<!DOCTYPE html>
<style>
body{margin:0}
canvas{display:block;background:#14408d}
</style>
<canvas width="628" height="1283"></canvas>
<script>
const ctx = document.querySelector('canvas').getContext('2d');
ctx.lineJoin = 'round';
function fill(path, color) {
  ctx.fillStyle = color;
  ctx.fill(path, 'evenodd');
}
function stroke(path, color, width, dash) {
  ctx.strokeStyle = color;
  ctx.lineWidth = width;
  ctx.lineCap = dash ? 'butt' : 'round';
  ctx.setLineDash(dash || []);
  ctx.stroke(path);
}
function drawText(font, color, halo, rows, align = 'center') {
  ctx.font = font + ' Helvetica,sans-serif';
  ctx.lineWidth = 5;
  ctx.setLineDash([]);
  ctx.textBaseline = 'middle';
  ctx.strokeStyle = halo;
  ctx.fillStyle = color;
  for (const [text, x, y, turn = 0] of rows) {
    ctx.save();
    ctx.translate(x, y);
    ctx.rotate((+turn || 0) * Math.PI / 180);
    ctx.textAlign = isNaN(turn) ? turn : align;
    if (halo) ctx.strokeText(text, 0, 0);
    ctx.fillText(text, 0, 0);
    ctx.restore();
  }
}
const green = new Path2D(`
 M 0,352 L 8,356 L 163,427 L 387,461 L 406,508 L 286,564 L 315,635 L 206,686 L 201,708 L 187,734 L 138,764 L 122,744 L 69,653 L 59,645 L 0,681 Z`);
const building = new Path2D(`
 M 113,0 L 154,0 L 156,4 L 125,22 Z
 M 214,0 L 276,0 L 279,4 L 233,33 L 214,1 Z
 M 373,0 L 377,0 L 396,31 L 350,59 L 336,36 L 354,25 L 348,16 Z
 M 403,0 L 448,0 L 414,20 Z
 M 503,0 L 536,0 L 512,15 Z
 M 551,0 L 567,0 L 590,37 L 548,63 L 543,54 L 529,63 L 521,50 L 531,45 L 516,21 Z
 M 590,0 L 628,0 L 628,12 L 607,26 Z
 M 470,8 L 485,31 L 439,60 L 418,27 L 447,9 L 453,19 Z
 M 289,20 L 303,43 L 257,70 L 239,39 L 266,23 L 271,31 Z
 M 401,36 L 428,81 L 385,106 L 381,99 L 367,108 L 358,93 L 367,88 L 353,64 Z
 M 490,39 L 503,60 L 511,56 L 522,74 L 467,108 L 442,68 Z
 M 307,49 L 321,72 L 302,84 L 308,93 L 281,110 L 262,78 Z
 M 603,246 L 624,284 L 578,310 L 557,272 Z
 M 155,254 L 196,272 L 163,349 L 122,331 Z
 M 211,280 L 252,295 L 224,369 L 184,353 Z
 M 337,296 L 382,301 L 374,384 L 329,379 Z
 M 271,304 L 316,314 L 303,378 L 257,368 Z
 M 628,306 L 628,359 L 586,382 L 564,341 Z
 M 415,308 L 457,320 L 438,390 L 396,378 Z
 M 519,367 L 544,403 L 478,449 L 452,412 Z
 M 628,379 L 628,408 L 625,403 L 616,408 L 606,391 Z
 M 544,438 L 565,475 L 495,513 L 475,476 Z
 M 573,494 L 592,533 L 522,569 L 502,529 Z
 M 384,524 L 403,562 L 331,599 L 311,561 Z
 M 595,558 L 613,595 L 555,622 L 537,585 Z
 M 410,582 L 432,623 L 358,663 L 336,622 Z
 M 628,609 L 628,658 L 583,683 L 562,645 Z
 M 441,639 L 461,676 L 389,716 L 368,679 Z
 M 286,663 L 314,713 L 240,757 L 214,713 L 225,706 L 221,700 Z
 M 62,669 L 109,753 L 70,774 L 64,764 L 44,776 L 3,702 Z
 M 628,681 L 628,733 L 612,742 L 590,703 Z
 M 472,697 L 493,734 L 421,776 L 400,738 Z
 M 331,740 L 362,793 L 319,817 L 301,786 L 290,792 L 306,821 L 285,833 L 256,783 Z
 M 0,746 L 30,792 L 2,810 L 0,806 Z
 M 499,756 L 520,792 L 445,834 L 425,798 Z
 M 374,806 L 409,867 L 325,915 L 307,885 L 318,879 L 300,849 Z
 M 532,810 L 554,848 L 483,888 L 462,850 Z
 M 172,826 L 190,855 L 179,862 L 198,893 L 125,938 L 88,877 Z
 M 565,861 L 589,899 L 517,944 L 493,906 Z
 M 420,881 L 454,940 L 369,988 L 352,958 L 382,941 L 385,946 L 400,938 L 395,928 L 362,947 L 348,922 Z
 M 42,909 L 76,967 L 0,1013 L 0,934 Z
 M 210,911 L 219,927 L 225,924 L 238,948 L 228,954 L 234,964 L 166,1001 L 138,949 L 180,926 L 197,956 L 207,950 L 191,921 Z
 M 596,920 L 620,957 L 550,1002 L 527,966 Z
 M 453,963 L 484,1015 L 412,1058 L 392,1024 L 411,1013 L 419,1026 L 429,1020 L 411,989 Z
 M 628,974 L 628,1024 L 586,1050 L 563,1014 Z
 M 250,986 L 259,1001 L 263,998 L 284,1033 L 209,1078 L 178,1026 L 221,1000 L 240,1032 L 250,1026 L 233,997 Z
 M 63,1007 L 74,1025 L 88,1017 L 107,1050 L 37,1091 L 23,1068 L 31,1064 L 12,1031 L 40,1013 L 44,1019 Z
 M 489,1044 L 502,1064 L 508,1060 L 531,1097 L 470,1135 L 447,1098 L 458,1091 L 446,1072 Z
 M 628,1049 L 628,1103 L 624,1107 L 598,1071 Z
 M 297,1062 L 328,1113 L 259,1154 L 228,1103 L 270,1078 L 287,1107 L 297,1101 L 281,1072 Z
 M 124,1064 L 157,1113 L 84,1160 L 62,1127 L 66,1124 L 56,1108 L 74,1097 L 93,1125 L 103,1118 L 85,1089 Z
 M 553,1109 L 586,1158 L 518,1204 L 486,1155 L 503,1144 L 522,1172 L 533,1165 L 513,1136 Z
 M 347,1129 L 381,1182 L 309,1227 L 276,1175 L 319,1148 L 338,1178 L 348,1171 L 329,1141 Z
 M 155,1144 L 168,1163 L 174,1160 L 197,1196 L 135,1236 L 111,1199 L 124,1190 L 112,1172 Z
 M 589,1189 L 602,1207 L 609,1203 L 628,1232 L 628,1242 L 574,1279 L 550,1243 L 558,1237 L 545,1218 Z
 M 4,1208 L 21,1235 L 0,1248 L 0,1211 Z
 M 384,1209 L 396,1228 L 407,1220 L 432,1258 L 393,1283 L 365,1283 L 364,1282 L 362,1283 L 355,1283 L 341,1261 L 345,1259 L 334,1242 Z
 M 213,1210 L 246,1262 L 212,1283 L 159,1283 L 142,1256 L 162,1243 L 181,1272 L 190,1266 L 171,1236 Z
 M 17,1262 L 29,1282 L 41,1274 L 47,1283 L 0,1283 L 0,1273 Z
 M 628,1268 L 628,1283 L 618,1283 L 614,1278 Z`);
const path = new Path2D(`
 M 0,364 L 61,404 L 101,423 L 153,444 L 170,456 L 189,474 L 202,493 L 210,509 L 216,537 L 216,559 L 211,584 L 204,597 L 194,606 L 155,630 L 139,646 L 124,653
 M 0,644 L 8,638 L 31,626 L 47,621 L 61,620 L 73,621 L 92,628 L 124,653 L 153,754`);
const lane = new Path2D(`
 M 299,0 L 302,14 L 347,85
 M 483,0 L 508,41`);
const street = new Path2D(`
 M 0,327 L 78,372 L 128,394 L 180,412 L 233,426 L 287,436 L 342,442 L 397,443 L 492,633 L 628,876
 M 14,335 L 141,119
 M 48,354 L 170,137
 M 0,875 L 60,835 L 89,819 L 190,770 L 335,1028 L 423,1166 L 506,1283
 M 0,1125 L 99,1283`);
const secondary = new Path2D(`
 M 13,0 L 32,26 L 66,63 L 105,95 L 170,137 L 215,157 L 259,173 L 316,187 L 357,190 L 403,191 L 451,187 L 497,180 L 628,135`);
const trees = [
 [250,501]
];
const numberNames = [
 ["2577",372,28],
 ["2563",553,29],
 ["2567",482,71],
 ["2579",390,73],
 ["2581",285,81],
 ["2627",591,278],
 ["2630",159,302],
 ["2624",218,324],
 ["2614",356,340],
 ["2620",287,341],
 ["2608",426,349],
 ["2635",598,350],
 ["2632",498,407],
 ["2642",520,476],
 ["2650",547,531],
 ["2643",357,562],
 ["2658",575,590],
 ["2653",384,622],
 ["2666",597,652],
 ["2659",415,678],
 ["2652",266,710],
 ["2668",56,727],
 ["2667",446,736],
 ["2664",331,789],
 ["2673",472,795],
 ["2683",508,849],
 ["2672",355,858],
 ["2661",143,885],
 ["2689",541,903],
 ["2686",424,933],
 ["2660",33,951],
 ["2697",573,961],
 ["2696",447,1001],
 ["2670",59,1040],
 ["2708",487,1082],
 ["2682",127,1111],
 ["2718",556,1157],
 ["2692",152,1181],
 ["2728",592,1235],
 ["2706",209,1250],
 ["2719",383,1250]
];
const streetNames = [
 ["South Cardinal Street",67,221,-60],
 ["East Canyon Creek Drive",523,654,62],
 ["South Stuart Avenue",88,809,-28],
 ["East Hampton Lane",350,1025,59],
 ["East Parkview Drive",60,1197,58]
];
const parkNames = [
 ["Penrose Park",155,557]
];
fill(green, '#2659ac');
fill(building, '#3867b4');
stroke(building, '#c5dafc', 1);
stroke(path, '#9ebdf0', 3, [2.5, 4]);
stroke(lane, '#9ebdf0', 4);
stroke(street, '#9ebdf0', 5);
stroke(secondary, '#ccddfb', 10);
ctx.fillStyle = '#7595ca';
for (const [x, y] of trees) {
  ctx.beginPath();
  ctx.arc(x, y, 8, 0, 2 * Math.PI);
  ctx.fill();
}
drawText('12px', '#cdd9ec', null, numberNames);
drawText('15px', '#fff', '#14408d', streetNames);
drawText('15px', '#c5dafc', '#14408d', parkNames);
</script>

○ ○ ○

If a line in the records above has the word "align", copy it.

*Written response:*
function drawText(font, color, halo, rows, align = 'center') {
    ctx.textAlign = isNaN(turn) ? turn : align;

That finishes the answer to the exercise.